GREENWOOD VILLAGE, Colo.--(BUSINESS WIRE)--Emergency Medical Services Corporation (NYSE:EMS) (“EMSC” or “the Company”) and Clayton, Dubilier & Rice, LLC (CD&R) announced today a definitive merger agreement under which an affiliate of CD&R formed to complete the merger will acquire EMSC. Under the terms of the agreement EMSC stockholders would receive, at the closing of the transaction, $64.00 in cash for each share of EMSC Class A common stock and Class B common stock and each LP Exchangeable Unit.
The EMSC Board of Directors has unanimously approved the terms of the definitive merger agreement and has recommended that EMSC stockholders approve the transaction. Onex Corporation and its affiliates, the holders of the Company’s LP Exchangeable Units, have sufficient voting power to approve the merger, and have agreed to vote in favor of adoption of the merger agreement.
Emergency Medical Services Corporation (EMSC) is a leading provider of emergency medical services in the United States.
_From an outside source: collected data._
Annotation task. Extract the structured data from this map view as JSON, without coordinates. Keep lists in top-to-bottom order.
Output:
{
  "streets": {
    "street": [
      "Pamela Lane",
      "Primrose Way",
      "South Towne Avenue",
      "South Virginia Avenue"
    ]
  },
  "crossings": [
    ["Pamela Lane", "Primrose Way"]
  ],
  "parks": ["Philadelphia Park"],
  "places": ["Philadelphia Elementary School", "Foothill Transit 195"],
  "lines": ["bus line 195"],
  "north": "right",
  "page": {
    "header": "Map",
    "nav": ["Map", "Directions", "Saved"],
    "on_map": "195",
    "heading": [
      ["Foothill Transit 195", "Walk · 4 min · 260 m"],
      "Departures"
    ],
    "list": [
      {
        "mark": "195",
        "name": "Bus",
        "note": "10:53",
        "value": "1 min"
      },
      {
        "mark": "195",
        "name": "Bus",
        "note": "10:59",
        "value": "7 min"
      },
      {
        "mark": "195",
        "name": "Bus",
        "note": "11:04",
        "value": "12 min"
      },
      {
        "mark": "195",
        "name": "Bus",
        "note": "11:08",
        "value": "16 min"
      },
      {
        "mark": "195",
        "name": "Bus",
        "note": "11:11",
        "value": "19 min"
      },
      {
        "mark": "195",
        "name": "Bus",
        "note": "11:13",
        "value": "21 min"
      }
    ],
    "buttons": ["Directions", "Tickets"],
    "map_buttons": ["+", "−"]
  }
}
EMSC operates two business segments: American Medical Response, Inc. (AMR), the Company's healthcare transportation services segment, and EmCare Holdings Inc. (EmCare), the Company's outsourced facility-based physician services segment. AMR is the leading provider of ambulance services in the United States. EmCare is a leading provider of outsourced physician services to healthcare facilities. In 2010, EMSC provided services in more than 2,200 communities and 14 million patient encounters nationwide.
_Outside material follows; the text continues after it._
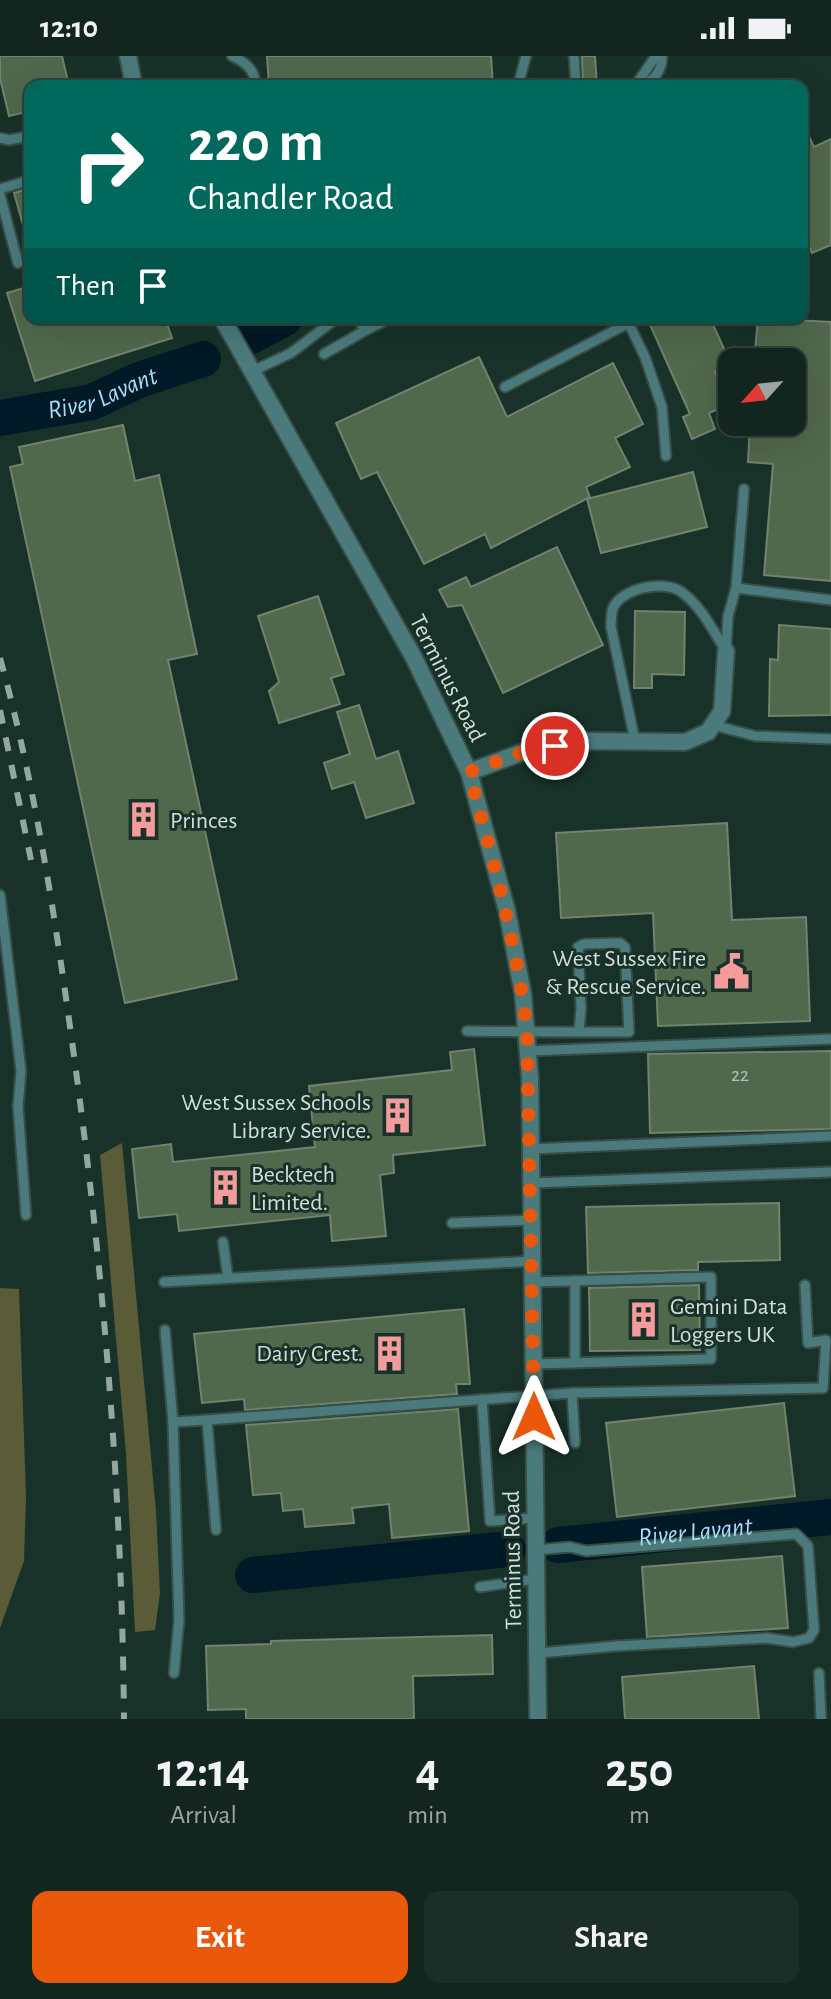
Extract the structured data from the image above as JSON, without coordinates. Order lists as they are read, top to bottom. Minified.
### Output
{"streets":{"street":["Terminus Road"]},"water":["River Lavant"],"places":{"building":["Princes","West Sussex Schools Library Service.","Becktech Limited.","Gemini Data Loggers UK","Dairy Crest."],"public building":["West Sussex Fire & Rescue Service."]},"house_numbers":["22"],"north":"bottom left","page":{"status":"12:10","turn":["220 m","Chandler Road"],"then":"Then","eta":["12:14","Arrival","4","min","250","m"],"buttons":["Exit","Share"]}}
William A. Sanger, EMSC Chairman and Chief Executive Officer, said, “Our partnership with Onex over the past six years has enabled us to build a world-class healthcare company. In the next stage of our evolution, EMSC’s agreement with CD&R and the transition to a privately-held company will greatly enhance our flexibility and growth opportunities in the future. We are pleased that with this transaction, we are able to maximize stockholder return while— with our new global equity partner— further positioning EMSC to play a significant role in delivering quality, cost-effective care for our patients in the era of healthcare reform.”
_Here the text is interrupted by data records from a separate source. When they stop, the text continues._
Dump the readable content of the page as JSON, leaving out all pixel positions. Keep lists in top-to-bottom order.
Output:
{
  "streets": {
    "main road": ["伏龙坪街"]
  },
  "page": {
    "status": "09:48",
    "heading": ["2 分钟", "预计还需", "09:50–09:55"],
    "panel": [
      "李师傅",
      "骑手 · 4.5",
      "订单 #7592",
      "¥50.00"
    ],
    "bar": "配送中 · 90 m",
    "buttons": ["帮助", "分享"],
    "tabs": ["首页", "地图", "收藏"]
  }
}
“EMSC is an exceptionally high quality and successful company with an outstanding management team and world-class workforce led by Bill Sanger,” said Richard J. Schnall, a partner at CD&R. “The Company is poised for continued strong growth due to its leading market position, operational effectiveness and the value it brings to its customer base.”
In recent years, the Company has benefited from strong market trends driven by the aging population, primary care physician shortages and increased outsourcing of health services. The Company today enjoys broad revenue and geographic diversification across the U.S. and a highly stable customer base.
“EMSC has demonstrated the ability to consistently provide superior patient care and service which is demonstrated by its long-term customer relationships,” said CD&R partner Kenneth A. Giuriceo. “We look forward to working with the management team to enhance the Company’s competitive advantages and build long-term value for its customers, employees and investors.”
The transaction is expected to close in the second quarter, subject to customary closing conditions, including regulatory approvals and approval by the Company’s stockholders. Upon completion of the transaction, EMSC will become a privately held company, and its common stock will no longer be traded on the NYSE.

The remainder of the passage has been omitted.